(Saved entries)
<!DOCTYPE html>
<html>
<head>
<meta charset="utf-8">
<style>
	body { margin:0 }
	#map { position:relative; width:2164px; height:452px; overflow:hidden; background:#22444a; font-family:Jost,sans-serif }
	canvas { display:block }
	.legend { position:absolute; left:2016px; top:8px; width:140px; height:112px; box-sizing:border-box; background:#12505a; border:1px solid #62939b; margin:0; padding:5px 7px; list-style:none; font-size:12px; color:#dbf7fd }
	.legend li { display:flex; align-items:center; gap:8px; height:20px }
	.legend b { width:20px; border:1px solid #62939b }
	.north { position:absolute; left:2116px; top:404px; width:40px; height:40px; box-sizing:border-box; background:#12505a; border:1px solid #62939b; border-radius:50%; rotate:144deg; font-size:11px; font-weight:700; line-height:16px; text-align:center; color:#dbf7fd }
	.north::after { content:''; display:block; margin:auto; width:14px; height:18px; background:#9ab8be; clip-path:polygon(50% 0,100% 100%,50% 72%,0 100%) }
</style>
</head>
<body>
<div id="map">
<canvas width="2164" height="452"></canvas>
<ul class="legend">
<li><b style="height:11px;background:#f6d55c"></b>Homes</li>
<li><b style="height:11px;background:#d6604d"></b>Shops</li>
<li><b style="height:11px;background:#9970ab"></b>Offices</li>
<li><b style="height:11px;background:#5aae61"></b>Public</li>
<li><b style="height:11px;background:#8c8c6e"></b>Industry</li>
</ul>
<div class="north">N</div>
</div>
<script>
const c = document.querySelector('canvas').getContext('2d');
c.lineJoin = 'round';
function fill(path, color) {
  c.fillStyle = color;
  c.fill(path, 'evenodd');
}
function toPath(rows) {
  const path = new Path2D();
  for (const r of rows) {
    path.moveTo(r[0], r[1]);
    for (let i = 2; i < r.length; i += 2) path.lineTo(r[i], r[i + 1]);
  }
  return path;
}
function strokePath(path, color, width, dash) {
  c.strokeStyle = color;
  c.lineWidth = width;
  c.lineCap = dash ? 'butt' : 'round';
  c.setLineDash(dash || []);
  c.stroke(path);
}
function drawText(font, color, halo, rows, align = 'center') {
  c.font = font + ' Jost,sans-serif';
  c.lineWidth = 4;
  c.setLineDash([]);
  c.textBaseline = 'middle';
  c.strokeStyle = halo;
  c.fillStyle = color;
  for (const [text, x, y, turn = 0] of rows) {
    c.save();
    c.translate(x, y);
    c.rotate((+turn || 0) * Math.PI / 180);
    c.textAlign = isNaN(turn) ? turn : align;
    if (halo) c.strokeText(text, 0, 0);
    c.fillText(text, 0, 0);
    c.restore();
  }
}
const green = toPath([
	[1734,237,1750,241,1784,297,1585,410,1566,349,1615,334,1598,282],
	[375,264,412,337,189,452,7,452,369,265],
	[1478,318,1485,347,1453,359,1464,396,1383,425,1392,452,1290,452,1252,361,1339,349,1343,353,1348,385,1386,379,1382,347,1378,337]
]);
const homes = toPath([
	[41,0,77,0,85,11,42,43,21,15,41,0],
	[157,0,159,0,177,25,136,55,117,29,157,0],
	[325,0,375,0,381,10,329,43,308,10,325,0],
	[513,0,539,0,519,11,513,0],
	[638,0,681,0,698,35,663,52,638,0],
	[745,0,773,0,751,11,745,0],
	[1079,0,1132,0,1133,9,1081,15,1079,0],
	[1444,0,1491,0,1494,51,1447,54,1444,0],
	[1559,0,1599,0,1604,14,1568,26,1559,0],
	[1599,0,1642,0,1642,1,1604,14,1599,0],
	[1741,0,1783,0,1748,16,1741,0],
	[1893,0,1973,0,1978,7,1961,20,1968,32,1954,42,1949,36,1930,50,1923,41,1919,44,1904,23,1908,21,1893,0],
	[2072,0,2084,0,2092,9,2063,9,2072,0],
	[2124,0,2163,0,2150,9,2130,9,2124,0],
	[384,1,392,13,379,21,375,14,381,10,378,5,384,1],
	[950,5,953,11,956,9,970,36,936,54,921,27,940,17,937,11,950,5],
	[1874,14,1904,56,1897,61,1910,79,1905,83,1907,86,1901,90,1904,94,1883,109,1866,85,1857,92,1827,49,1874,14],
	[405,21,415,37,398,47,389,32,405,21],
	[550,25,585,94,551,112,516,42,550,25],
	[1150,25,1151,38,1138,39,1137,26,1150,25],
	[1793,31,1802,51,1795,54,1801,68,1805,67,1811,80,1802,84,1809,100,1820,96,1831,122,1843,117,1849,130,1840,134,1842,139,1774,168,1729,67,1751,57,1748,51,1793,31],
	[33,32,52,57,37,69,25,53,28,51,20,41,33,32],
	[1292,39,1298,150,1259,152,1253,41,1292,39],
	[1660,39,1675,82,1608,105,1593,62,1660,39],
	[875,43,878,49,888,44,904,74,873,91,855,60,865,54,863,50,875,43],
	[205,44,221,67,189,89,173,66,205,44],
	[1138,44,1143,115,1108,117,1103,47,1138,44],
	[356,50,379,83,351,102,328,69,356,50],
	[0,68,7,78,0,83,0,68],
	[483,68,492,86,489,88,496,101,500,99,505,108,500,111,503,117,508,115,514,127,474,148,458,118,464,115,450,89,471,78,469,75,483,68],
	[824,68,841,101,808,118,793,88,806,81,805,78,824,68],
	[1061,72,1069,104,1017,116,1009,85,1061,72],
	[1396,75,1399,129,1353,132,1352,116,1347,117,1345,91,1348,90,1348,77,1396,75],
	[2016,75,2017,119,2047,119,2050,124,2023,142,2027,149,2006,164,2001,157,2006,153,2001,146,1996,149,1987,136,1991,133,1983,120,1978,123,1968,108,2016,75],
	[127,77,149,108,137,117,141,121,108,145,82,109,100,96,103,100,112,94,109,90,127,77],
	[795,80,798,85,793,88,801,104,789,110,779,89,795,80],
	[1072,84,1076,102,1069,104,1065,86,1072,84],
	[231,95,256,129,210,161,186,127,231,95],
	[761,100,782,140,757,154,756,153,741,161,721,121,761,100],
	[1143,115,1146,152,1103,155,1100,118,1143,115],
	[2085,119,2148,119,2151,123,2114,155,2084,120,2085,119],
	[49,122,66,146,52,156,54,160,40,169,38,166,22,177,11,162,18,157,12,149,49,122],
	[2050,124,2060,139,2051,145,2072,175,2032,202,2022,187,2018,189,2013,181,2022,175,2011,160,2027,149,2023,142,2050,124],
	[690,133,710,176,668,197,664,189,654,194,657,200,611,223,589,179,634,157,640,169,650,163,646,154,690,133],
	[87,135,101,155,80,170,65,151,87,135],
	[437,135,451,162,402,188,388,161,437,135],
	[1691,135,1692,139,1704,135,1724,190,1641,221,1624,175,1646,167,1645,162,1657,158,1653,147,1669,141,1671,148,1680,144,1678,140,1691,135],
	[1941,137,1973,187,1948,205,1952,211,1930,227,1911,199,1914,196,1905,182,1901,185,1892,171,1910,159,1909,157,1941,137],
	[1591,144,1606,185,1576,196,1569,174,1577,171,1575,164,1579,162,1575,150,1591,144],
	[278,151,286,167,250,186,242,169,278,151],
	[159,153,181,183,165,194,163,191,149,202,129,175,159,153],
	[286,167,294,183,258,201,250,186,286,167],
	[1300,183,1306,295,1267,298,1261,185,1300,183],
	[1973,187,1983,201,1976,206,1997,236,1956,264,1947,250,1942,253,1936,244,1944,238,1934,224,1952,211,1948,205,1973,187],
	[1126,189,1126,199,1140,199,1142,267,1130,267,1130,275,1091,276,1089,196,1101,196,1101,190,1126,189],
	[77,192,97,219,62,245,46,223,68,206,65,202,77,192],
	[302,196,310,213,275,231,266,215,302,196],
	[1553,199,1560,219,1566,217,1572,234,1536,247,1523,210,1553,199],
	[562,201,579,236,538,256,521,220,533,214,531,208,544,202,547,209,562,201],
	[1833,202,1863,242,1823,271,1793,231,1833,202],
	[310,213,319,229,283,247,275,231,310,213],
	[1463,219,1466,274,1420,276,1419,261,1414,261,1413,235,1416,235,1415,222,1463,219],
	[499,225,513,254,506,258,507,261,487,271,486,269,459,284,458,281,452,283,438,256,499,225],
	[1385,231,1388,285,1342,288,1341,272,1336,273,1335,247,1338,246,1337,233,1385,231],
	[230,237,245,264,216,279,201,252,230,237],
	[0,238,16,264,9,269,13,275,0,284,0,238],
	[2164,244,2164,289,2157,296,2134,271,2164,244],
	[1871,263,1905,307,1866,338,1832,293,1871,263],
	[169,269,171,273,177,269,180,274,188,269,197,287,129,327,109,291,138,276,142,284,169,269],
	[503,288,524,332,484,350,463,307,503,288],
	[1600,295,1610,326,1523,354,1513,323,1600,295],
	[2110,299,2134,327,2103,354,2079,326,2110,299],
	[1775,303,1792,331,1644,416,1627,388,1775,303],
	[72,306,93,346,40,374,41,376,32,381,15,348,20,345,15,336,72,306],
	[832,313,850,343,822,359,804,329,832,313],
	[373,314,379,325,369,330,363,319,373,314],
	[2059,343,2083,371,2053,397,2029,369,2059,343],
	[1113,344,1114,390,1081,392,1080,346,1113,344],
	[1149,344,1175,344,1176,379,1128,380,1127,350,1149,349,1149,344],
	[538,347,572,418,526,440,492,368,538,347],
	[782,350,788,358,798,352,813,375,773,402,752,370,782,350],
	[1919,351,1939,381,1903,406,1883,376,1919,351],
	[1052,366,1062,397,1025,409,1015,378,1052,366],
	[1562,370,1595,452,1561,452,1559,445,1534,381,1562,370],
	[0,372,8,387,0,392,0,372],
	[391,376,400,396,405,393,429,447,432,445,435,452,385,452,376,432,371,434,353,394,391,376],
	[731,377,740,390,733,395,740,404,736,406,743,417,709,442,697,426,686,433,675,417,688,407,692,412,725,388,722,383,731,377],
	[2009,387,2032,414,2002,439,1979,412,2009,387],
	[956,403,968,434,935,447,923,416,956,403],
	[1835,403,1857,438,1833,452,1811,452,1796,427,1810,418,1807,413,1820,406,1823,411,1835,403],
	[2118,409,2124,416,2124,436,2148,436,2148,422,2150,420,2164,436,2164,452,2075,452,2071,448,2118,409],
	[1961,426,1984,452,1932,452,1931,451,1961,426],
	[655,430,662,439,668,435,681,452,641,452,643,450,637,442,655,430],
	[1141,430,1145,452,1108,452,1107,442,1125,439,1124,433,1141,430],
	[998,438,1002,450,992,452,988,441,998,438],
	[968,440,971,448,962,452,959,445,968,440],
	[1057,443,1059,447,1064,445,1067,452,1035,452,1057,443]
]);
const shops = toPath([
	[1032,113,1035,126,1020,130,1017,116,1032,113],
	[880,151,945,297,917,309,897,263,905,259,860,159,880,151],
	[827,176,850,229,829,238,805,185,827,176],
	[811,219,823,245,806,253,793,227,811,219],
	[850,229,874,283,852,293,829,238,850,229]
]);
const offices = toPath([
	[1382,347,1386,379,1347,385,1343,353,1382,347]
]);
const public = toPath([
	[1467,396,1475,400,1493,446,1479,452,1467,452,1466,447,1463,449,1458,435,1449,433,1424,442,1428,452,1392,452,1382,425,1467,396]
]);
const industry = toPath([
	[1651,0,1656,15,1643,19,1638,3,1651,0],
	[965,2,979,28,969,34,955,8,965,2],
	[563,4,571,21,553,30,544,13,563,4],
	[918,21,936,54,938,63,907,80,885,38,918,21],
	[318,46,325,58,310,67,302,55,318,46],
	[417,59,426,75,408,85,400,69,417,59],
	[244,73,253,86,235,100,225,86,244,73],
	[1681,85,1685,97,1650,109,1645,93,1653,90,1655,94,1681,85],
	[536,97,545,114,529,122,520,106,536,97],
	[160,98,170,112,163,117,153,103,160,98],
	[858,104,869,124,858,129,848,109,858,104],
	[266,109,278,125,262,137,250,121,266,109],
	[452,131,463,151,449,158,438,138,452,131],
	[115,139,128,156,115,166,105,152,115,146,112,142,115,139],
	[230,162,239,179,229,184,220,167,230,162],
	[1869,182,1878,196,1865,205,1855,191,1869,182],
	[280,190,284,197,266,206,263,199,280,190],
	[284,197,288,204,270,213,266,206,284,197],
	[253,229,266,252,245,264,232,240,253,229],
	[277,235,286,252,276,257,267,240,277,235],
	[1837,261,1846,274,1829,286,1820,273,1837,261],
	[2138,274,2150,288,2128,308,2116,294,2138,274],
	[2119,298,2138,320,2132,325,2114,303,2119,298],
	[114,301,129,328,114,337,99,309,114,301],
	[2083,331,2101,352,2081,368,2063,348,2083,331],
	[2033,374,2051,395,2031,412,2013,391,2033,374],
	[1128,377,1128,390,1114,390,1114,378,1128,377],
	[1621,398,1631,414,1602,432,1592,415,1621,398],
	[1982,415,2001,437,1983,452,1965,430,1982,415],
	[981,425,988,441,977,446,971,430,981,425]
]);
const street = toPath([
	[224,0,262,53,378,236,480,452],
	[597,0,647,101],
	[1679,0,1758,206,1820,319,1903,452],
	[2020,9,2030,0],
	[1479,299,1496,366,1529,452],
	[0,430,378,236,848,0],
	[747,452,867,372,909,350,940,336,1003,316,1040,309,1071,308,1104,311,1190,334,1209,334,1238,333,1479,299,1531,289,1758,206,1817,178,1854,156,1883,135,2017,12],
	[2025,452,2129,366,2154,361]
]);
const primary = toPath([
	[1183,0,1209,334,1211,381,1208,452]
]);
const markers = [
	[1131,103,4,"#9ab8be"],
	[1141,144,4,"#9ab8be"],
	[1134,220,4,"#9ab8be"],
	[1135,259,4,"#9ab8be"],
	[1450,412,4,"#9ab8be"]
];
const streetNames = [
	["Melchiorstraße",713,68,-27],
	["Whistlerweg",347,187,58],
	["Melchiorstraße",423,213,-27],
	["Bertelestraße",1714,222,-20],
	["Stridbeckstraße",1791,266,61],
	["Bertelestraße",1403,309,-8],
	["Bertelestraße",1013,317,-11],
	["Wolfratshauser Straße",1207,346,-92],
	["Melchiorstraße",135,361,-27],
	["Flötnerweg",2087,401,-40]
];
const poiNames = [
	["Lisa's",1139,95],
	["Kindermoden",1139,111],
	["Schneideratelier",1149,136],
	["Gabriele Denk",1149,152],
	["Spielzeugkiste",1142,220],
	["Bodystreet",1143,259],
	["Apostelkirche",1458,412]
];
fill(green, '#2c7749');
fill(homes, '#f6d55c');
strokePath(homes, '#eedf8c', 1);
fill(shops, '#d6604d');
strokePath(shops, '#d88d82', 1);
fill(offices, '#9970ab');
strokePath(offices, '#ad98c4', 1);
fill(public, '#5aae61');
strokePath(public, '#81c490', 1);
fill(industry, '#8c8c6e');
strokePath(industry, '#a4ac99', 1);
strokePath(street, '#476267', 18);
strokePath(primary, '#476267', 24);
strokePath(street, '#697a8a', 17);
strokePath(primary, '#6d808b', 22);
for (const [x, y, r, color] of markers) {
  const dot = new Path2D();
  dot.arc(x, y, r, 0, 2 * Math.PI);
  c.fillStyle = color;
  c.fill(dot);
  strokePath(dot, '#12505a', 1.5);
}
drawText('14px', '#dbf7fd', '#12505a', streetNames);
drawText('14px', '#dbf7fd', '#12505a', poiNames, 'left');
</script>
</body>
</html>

(Brief) Exactly as they appear, print the lines from the one holding "const dot = new Path2D();" through the final line of the entries, and no others.

(Solution to the problem)
  const dot = new Path2D();
  dot.arc(x, y, r, 0, 2 * Math.PI);
  c.fillStyle = color;
  c.fill(dot);
  strokePath(dot, '#12505a', 1.5);
}
drawText('14px', '#dbf7fd', '#12505a', streetNames);
drawText('14px', '#dbf7fd', '#12505a', poiNames, 'left');
</script>
</body>
</html>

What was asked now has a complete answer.